Police believe that call was actually made 1,300 miles away in Los Angeles by 25-year-old Tyler Barriss. Finch’s death is the first known fatality caused by a dangerous hoax called “SWATting.”
“The people who perpetrate this are looking for a tactical response,” said John Bennett, FBI Special Agent in Charge in San Francisco. “They want to see armed officers, they want to see a bomb, dogs, helicopters — that’s all part of the fun they see in this and that can be very, very devastating.”
The SWATting targets are sometimes celebrities like Rihanna or Justin Bieber, but are often online gamers. People make the false 911 calls and then watch what happens next online.

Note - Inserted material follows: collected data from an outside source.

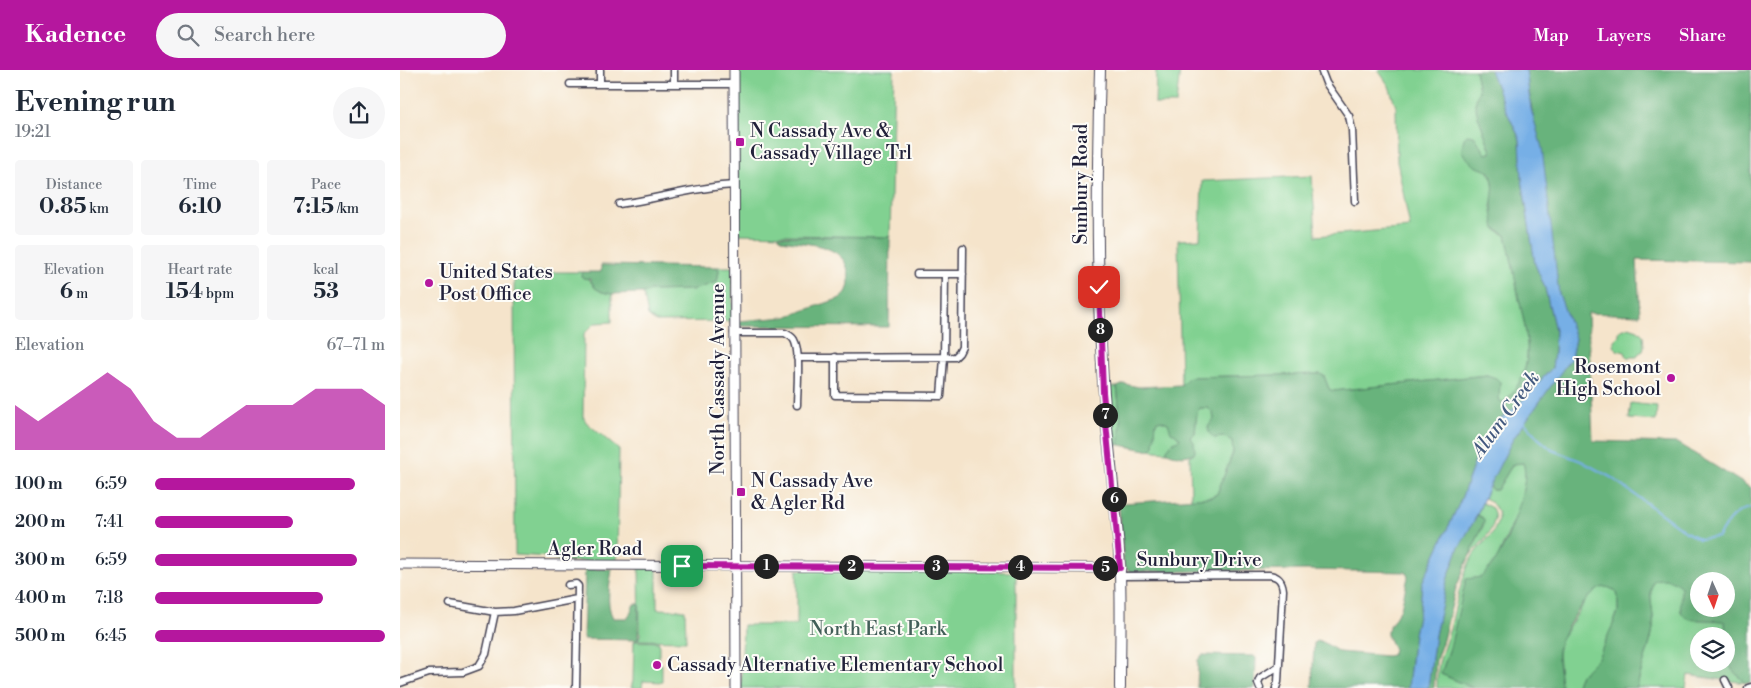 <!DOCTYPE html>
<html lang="en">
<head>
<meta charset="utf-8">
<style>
	:root { --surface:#fff; --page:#f6f6f7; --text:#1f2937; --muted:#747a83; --accent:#b5179e }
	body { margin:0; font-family:"Libre Bodoni",serif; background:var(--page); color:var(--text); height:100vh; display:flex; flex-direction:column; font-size:19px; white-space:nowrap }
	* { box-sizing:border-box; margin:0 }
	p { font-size:16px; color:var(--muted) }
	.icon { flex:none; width:28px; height:28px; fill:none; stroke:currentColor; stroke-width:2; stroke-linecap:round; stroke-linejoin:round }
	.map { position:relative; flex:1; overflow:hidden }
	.side { display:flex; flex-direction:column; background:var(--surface); width:400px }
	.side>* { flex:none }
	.needle { width:32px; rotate:177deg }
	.fabs { position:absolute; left:1290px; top:502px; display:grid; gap:10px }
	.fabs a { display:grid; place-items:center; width:45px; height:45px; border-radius:50%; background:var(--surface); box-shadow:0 5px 20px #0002; font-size:25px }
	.pin { position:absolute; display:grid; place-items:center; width:42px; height:42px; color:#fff; margin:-21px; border-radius:10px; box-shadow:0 2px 8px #0006 }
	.km { position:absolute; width:25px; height:25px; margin:-12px; border-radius:50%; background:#222; color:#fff; font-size:14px; line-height:25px; text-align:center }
	.round { display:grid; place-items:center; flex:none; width:52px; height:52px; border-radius:26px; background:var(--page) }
	.summary { display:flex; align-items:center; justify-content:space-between; height:85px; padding:0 15px }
	h1 { font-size:28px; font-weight:700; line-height:38px }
	.stats { display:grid; grid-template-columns:repeat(3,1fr); gap:8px; height:85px; padding:5px 15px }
	.stats div { display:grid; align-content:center; border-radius:5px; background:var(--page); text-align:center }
	.stats b { font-size:21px; font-weight:700 }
	.stats small { font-size:14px; font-weight:400 }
	.stats p { font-size:14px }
	.chart { height:140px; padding:10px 15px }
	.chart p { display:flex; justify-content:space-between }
	.chart svg { width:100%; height:90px; margin-top:5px; fill:var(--accent); opacity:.7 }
	ul { padding:0 15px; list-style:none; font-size:16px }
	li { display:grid; grid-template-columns:80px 60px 1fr; align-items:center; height:38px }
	li i { height:12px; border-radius:6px; background:var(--accent) }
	header { display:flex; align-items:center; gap:30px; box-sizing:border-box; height:70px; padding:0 25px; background:var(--accent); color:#fff }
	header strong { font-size:24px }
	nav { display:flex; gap:28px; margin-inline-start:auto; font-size:18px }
	.search { width:350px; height:45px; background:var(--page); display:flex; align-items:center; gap:12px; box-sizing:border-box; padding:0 18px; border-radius:28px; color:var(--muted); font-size:19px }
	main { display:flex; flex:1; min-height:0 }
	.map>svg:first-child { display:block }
	.green { fill:#81d191; stroke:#527a66; fill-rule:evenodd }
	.forest { fill:#68b37b; stroke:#456a5b; fill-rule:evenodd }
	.water { fill:#76afe6; stroke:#4c6890 }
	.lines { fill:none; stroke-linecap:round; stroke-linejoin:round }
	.stream { stroke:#76afe6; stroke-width:2 }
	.street-casing { stroke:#423f51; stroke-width:9 }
	.secondary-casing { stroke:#423f51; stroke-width:11 }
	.primary-casing { stroke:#423f51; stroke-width:12 }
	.street { stroke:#fff; stroke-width:6 }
	.secondary { stroke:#fff; stroke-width:9 }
	.primary { stroke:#fff; stroke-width:10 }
	.route-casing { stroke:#fff; stroke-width:10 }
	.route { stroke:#b5179e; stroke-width:6 }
	.poi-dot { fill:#b5179e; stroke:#fdfcf7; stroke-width:2 }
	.labels { text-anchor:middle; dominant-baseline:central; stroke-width:4; stroke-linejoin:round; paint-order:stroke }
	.poi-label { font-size:19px; fill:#22223b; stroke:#fdfcf7; text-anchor:start }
	.street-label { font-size:19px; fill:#22223b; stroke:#fdfcf7 }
	.park-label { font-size:19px; fill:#435f59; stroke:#fdfcf7 }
	.water-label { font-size:20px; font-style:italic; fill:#445a7f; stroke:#fdfcf7 }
</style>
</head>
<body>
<header>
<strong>Kadence</strong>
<div class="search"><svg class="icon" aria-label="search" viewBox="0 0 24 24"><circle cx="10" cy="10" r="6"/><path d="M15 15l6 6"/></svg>Search here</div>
<nav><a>Map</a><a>Layers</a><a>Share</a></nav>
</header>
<main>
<section class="side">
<div class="summary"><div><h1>Evening run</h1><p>19:21</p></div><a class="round"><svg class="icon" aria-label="share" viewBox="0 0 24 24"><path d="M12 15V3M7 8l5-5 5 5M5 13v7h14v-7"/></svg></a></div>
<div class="stats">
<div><p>Distance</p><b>0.85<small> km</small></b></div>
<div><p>Time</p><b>6:10</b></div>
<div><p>Pace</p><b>7:15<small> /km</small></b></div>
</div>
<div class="stats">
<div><p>Elevation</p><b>6<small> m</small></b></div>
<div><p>Heart rate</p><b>154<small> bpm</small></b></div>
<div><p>kcal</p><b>53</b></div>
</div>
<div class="chart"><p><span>Elevation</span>67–71 m</p>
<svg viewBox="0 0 160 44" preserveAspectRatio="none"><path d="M0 44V22L10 30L20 22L30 14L40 6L50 14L60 30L70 38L80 38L90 30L100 22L110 22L120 22L130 14L140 14L150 14L160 22V44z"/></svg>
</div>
<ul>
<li><b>100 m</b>6:59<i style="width:87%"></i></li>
<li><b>200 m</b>7:41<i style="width:60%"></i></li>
<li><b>300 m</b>6:59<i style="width:88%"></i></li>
<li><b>400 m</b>7:18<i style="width:73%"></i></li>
<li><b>500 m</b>6:45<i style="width:100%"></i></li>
</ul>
</section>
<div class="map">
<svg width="1351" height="618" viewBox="0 0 1351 618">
	<rect width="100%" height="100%" fill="#fdfcf7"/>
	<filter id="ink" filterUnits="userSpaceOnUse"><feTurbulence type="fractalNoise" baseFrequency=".02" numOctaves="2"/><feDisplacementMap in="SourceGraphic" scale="10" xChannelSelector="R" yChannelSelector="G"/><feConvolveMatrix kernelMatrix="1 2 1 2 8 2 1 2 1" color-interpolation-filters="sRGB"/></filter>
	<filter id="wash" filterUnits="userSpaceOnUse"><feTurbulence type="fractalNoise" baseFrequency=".0096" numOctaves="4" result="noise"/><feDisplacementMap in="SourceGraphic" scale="20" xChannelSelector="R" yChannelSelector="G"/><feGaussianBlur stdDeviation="1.12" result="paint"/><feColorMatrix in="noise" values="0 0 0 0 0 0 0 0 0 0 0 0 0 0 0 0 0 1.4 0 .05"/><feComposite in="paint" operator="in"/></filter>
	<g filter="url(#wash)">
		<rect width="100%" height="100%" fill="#f5e4cb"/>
		<path class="green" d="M337,0H494L490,167L338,164Z
			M756,0H780L776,34H755Z
			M978,0H1075L1079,20L1075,34L1078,46L1091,81L1090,83L1086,84L1074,66L1093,111L1094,123L1091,136L1097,161L1106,165C1111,186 1115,207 1119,229C1128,269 1137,300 1104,332H1101L1099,329L1100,312L1087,305L933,321L929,319L924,306L920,304L789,307L781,315L778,170L800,169L802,111L912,106L916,166L1010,158L997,91L996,37L989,16Z
			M317,197H332L333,251L256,252L248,246L244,226L242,223L250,221L293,220L317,212L319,200Z
			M114,202H183L181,206C190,209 189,210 195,217C199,222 206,223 212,224V252L195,253L184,264L183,346L186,352L219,380L217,492L161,491L148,487L115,485Z
			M1229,257L1238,260L1243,265L1244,276L1243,281L1238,284L1237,287H1227L1225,282L1217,280L1214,276V270L1219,265V261Z
			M707,317H717L721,352L719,373L720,375H712Z
			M1231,333L1257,336L1256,351L1229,349Z
			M800,338H808L813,343L814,349L808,357L814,368L825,367L832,370L833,382L817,424L811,427L791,429L790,386L795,382L790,367L795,363L797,342Z
			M760,350L768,353L780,369L767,379V382L746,380L752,379C756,372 754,360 756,352Z
			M1119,393H1123L1125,398V411L1118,441L1097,489L1081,508L1050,578L1041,604L1073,618H1037C1037,612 1037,605 1038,599C1040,585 1046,572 1050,559C1056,535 1060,512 1071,489C1078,475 1096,466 1098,449C1099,438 1092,433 1084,428L1089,416L1092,420H1097L1113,394Z
			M1082,433L1092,438C1102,456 1078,475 1068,488L1084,454L1082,447L1077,445Z
			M239,498H257V539L285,540L286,571L238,570L240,565Z
			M397,500L616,502V618H341L343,555H397Z
			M1261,508L1276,511L1282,517L1281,542L1290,549L1320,550L1325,552L1333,601L1346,613L1288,605L1286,618H1237C1241,597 1250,578 1253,558C1255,542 1247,526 1253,511ZM1299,566H1326V594H1299Z
			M1208,517L1216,521L1218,526V541L1214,552L1198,588L1178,608L1175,618H1161L1158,583L1161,569L1189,526L1200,518Z
			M234,571L259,572V594H262V612L243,611L242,618H231L233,611Z"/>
		<path class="forest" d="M1075,0H1090L1104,36L1120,69L1122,109L1135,194L1145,218L1155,260L1154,284L1152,298L1115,338L1100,349L1078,383L1060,432L1022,513L1020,538L1014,564L1008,618H912L914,573L916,571L923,572L939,582L987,586L992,585L994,579L987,565V561L1001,538L1008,507L1006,502L907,500L731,502L724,497L719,436L723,433L811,427L817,424L833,383L832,371L825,367L814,368L809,363L808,357L814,349L813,343L808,338H800L797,342L795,363L790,367L794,372L795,382C786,388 777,386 767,382V379L772,373L780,369L776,364L771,362L768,353L761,350L756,352L754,376L752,379L746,380L720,375L719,373L721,352L717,317L724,314L739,317L781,315L789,307L920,304L924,306L929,319L933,321L1087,305L1096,308L1100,312L1099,329L1101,332H1104C1137,300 1128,269 1119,229C1115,208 1111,186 1106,165L1095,159C1094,152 1092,145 1092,138C1091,123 1097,119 1090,102L1075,96L1061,82L1064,68L1067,65L1074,66L1086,84L1091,83V81L1078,46L1075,34L1079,20Z
			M1126,0H1351V192L1237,190L1240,245L1188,243L1193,371L1277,373L1351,418V613H1346L1333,601L1328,592L1325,552C1314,548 1284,554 1281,541C1280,534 1281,525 1281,517C1273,509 1264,507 1253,511C1247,526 1255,542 1253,558C1250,578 1241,597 1237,618H1175L1178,608L1198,588L1214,552L1218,542V526L1216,521C1210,518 1207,516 1201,518C1186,524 1158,567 1158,582C1157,594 1161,606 1161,618H1073L1041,604L1050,578L1066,509L1081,507C1086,502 1092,496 1096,490C1107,474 1132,411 1123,393L1113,394L1097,420H1092L1089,416L1113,369L1171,288L1175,269L1159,224ZM1299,511H1326V539H1299Z
			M378,166L490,167L489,257L339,256V251L385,247L438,229C446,225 449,219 449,210C449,173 410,175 382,170Z
			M201,195L317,197L319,200L317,212L293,220L250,221L242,223L212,224L202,222L195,218L190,209L183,208L181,206L183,202H201Z
			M1077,445L1084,449V452L1056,518L1043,570L1036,590L1034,618H1028L1035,565L1047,510L1058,479Z
			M185,499H212C210,515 205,533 213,548H228L234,534H239L238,570L183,569Z
			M802,585L854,586L856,588L855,618H797L798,590Z"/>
		<path class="water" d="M1090,0H1126L1131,39L1142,78L1159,224L1175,268L1171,288L1113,369L1089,416L1074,451L1058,479L1047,510L1035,565L1028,618H1008L1014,564L1020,538L1022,513L1060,432L1078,383L1100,349L1115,338L1152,298L1154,284L1155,260L1145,218L1135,194L1122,109L1120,69L1104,36Z"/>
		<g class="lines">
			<path class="stream" d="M1125,353L1138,368L1152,380L1181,391L1212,408L1286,462L1299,469L1318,467C1326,454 1334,440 1351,438"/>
		</g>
	</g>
	<g filter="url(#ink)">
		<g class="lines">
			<g class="street-casing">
				<path id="street" d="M921,0L926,13L949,46L952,60L955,131
					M170,14H334
					M200,14V0
					M274,14V0
					M219,134C258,129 295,117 334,115
					M517,204H563
					M334,263H385C388,265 392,266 394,270C401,282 397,320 397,335
					M435,287V325L541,326L544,288L545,204
					M397,288L555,287L559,283L562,277L563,178
					M720,506L869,505C878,506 882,510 883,520L878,612L876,618
					M168,515L176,514L178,516L176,618
					M50,534L95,542L114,541L177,529
					M1325,610L1329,618
					M0,613L29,603L63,602L79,596L86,584L95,542
					M860,618L858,613L860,608L879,596
					M1348,618L1351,617"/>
			</g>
			<g class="secondary-casing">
				<path id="secondary" d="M334,0L336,618
					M0,494L720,498"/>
			</g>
			<g class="primary-casing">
				<path id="primary" d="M700,0C697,98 696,196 702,294C705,357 715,419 719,482C722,527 720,573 720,618"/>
			</g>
			<use href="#street" class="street"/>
			<use href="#secondary" class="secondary"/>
			<use href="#primary" class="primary"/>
		</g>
	</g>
	<g class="lines" filter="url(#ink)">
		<g class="route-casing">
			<path id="route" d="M282,496L720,498L703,322L699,217"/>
		</g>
		<use href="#route" class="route"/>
	</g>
	<g class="poi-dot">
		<rect x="335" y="67" width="10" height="10" rx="2.5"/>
		<circle cx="29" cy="213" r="5"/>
		<circle cx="1271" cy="308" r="5"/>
		<rect x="336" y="417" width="10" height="10" rx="2.5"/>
		<circle cx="257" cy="595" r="5"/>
	</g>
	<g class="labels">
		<g class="poi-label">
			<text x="350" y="61">N Cassady Ave &amp;<tspan x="350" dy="22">Cassady Village Trl</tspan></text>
			<text x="39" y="202">United States<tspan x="39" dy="22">Post Office</tspan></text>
			<text x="1261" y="297" text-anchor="end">Rosemont<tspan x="1261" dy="22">High School</tspan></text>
			<text x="351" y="411">N Cassady Ave<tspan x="351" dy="22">&amp; Agler Rd</tspan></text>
			<text x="267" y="595">Cassady Alternative Elementary School</text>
		</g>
		<g class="street-label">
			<text transform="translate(681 114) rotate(-90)">Sunbury Road</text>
			<text transform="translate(318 309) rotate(-90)">North Cassady Avenue</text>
			<text x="195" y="479">Agler Road</text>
			<text x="799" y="490">Sunbury Drive</text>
		</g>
		<g class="park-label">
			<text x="478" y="559">North East Park</text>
		</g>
		<g class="water-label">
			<text transform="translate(1106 345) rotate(-54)">Alum Creek</text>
		</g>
	</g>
</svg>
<div class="fabs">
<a><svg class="needle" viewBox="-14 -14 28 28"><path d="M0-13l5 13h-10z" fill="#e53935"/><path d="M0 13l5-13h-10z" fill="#747a83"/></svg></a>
<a><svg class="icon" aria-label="layers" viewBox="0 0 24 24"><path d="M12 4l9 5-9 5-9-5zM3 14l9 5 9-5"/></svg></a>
</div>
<div class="pin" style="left:282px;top:496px;background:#1e9e55"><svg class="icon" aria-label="arrive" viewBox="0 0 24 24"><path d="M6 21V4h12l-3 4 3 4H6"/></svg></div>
<div class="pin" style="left:699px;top:217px;background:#d93025"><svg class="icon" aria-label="check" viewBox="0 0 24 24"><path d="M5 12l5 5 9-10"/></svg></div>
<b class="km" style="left:366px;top:496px">1</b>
<b class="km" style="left:451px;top:497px">2</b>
<b class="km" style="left:536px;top:497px">3</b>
<b class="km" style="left:620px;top:497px">4</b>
<b class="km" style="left:705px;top:498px">5</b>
<b class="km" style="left:714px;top:429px">6</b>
<b class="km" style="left:705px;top:345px">7</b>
<b class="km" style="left:700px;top:260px">8</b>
</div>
</main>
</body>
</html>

“That victim doesn’t even realize that this is being done to them,” said Det. Richard Wistocki, with the Naperville, Illinois, Police Department. “They want to record this livestream as SWAT is coming into the house.”
Wistocki says hackers can make calls to 911 that appear to be local, but can come from anywhere around the world. He’s even been a target himself, saying the person who SWATted him lived in Finland.
Local police forces are not required to report SWATting incidents to the FBI, so there are no national figures. But calling for a SWAT team unnecessarily can be expensive, dangerous and, as was the case in Wichita, deadly.